Nile at Cathouse, Glasgow

Support: Hate Eternal| Vitriol | Omophagia
September 25, 2019 at Cathouse, Glasgow

Venue changes are never fun, especially when they’re announced about two days prior to the show in question, but when rumours are kicking about that the original location hasn’t even been given the go-ahead from the council to open, it’s understandable. Hence, we are back in the Cathouse, home of metal and also the last place I ever saw tonight’s headliners live, back in good old 2003. Thankfully, things have moved on considerably since then and even if the room is empty for openers Omophagia, they sound great.
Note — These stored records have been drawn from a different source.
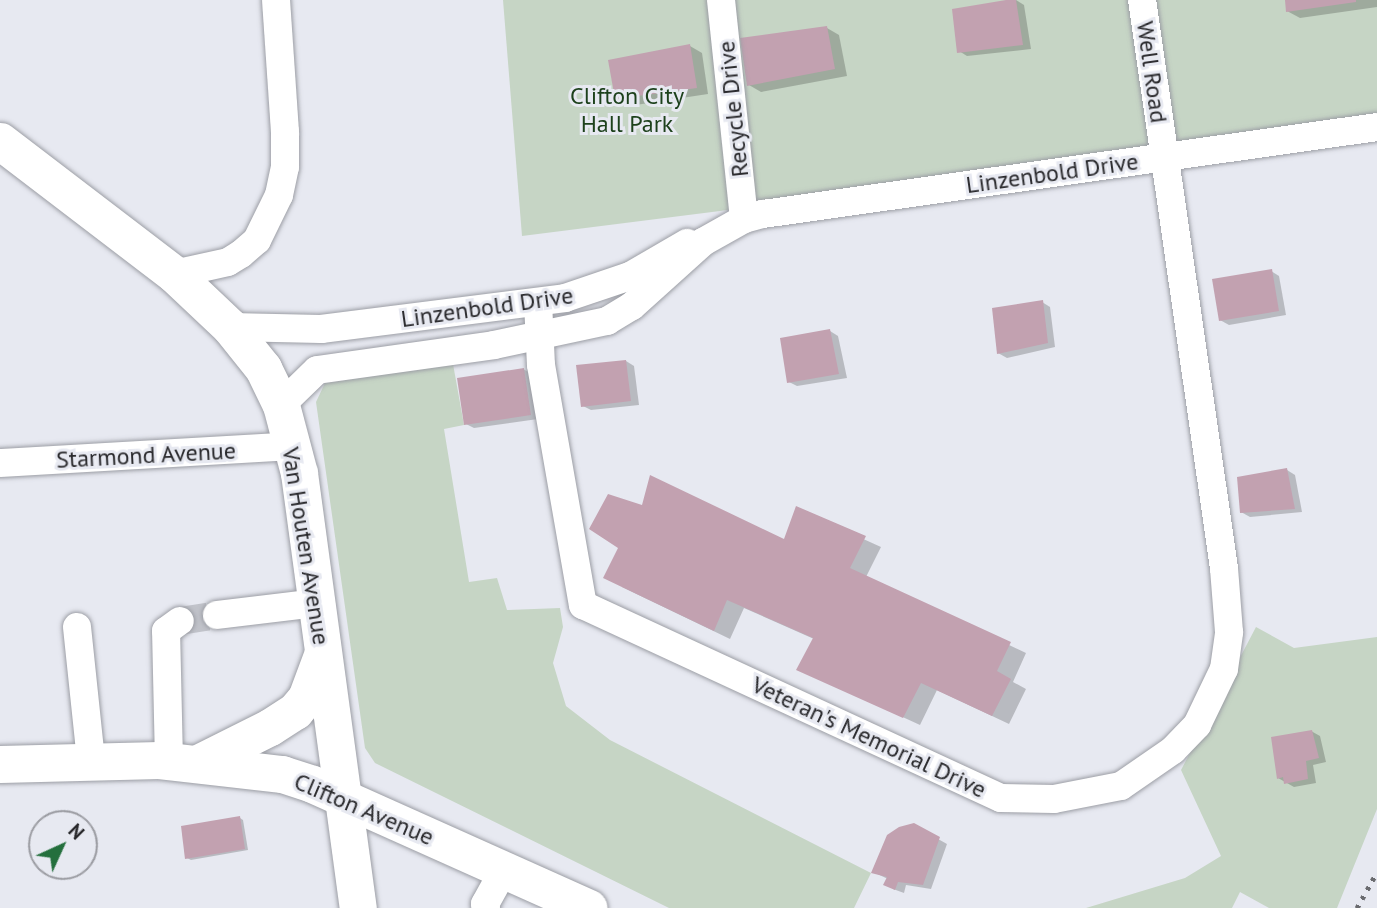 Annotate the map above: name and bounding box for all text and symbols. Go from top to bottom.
street label: Well Road [1131,19,1173,125]
street label: Recycle Drive [712,40,754,178]
park label: Clifton City Hall Park [570,82,684,138]
street label: Linzenbold Drive [964,147,1140,199]
street label: Linzenbold Drive [399,281,575,333]
street label: Starmond Avenue [55,436,237,474]
street label: Van Houten Avenue [276,445,336,647]
street label: Veteran's Memorial Drive [747,670,991,804]
street label: Clifton Avenue [290,767,438,851]
north arrow [28,810,98,880]
text: N [64,819,89,844] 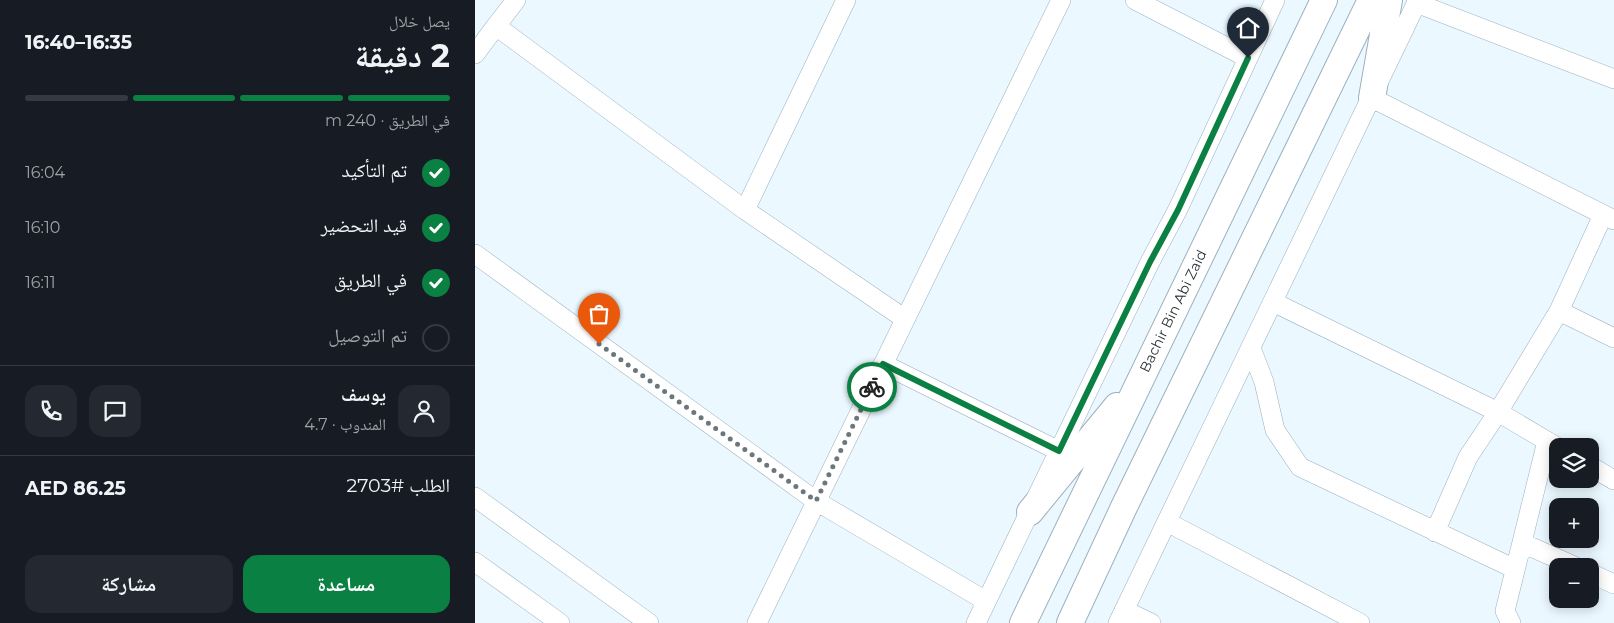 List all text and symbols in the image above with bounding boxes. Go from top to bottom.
pin [1227,7,1269,58]
text: يصل خلال [389,12,450,31]
icon: home [1234,14,1262,42]
text: 16:35–16:40 [25,31,132,54]
text: 2 دقيقة [355,36,450,75]
text: في الطريق · 240 m [325,111,450,130]
text: تم التأكيد [342,159,407,182]
icon: check [422,159,450,187]
text: 16:04 [25,163,65,182]
text: قيد التحضير [321,214,407,237]
icon: check [422,214,450,242]
text: 16:10 [25,218,60,237]
street label: Bachir Bin Abi Zaid [1136,247,1210,375]
text: في الطريق [334,269,407,292]
icon: check [422,269,450,297]
text: 16:11 [25,273,55,292]
pin [578,293,620,344]
icon: bag [585,300,613,328]
text: تم التوصيل [328,324,407,347]
courier [847,362,897,412]
icon: bike [858,373,886,401]
text: يوسف [341,383,386,406]
button: phone [25,385,77,437]
button: chat [89,385,141,437]
button: person [398,385,450,437]
text: المندوب · 4.7 [304,415,386,434]
map controls [1549,438,1599,608]
button: layers [1549,438,1599,488]
text: الطلب #2703 [346,474,450,497]
text: AED 86.25 [25,477,126,500]
button: + [1549,498,1599,548]
button: مشاركة [25,555,233,613]
button: مساعدة [243,555,450,613]
button: − [1549,558,1599,608] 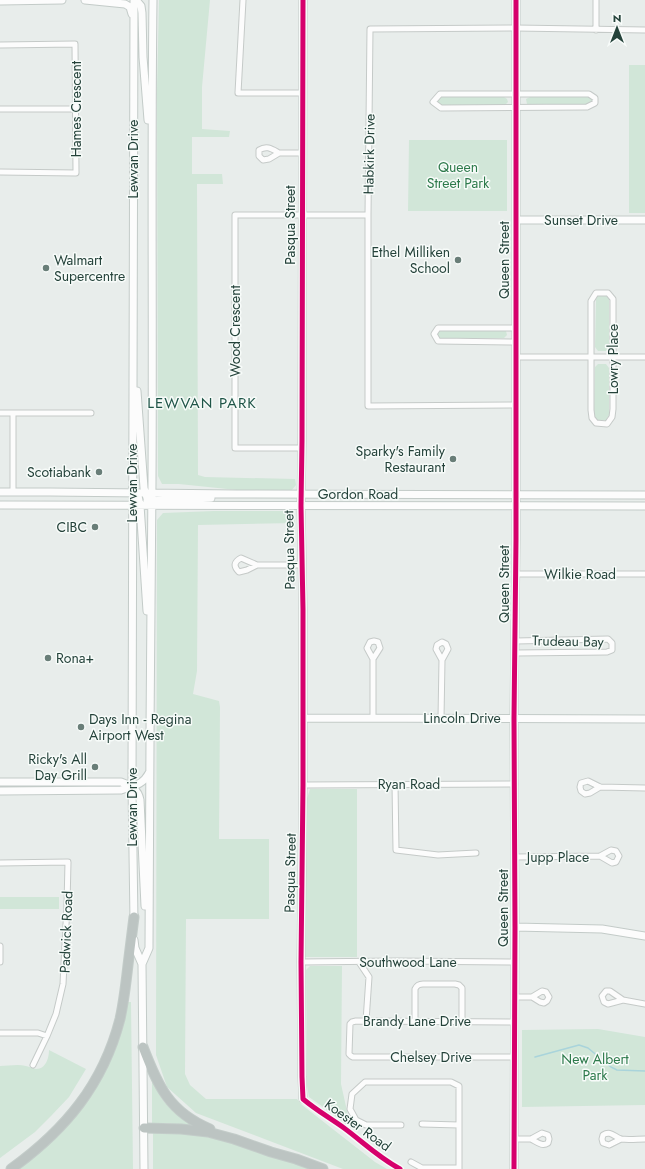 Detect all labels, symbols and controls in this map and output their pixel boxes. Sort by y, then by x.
north arrow [597,8,637,48]
text: N [613,10,621,26]
street label: Hames Crescent [66,60,86,157]
street label: Habkirk Drive [358,113,380,195]
street label: Lewvan Drive [123,120,143,198]
park label: Queen Street Park [427,157,490,193]
street label: Pasqua Street [280,185,300,265]
street label: Sunset Drive [544,210,618,230]
street label: Queen Street [494,220,514,299]
place label: Ethel Milliken School [371,242,450,278]
place label: Walmart Supercentre [54,250,125,286]
marker: Ethel Milliken School [453,255,463,265]
marker: Walmart Supercentre [41,263,51,273]
street label: Wood Crescent [225,284,245,377]
street label: Lowry Place [603,324,623,394]
district label: LEWVAN PARK [147,392,257,414]
place label: Sparky's Family Restaurant [356,441,446,477]
street label: Lewvan Drive [122,444,142,522]
marker: Sparky's Family Restaurant [448,454,458,464]
place label: Scotiabank [27,462,92,482]
marker: Scotiabank [94,467,104,477]
street label: Gordon Road [318,484,398,504]
street label: Pasqua Street [278,510,300,590]
place label: CIBC [57,517,87,537]
marker: CIBC [90,522,100,532]
street label: Queen Street [494,544,514,623]
street label: Wilkie Road [544,564,616,584]
street label: Trudeau Bay [532,630,605,652]
place label: Rona+ [56,648,94,668]
marker: Rona+ [43,653,53,663]
street label: Lincoln Drive [423,708,501,728]
place label: Days Inn - Regina Airport West [89,709,191,745]
marker: Days Inn - Regina Airport West [76,722,86,732]
place label: Ricky's All Day Grill [28,749,87,785]
marker: Ricky's All Day Grill [90,762,100,772]
street label: Lewvan Drive [122,768,142,846]
street label: Ryan Road [378,774,440,794]
street label: Pasqua Street [279,833,301,913]
street label: Jupp Place [525,847,589,867]
street label: Queen Street [493,868,513,947]
street label: Padwick Road [55,890,77,974]
street label: Southwood Lane [359,952,457,972]
street label: Brandy Lane Drive [363,1011,471,1031]
street label: Chelsey Drive [390,1047,472,1067]
park label: New Albert Park [561,1049,629,1085]
street label: Koester Road [321,1094,395,1156]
The sharply dressed Swiss tech-death troupe slip into ‘Nothing Special’ like an iron fist into a satin glove, masking their inherent brutality behind a screen of impeccably-executed metal and some welcome good humour. It’s not that they don’t take their performance seriously – all five are focused performers, unanimously delivering tight blasts of utter ferocity – but they well understand how necessary groove, melody and a solid breakdown are to having a good time. Vocalist Beni Rahn’s stalkerish enthusiasm and guttural bellow make for an entertaining contrast, and in the staccato bludgeon of ‘646965’ they have a live cut that could probably carry them quite comfortably for the next decade.

It’s considerably busier by the time the considerably less dapper (but much spikier) Vitriol take stage, and if the change in attire wasn’t enough of a hint, a minute of ‘I Drown Nightly’ does the job – this is a much more vicious affair. It’s less a daylight beating and more of a short, sharp stabbing in an alleyway, frenzied and violent and perfect for tonight’s crowd. Though they’re much more chaotic than their predecessors their skill is undeniable – Mike Ashton’s soloing is frenetic, exact and packs just the right amount of swept-pick slickness to offset the serrated-edge riffing, Adam Roethlisberger makes tapped bass-work look effortless and metal as hell, and Scott Walker’s drumming has the speed and precision of a sniper’s bullet. They may be mere infants in terms of expertise tonight, but they’re living proof that a pissed-off nature and the ability to shred like a demon is more than a match for experience.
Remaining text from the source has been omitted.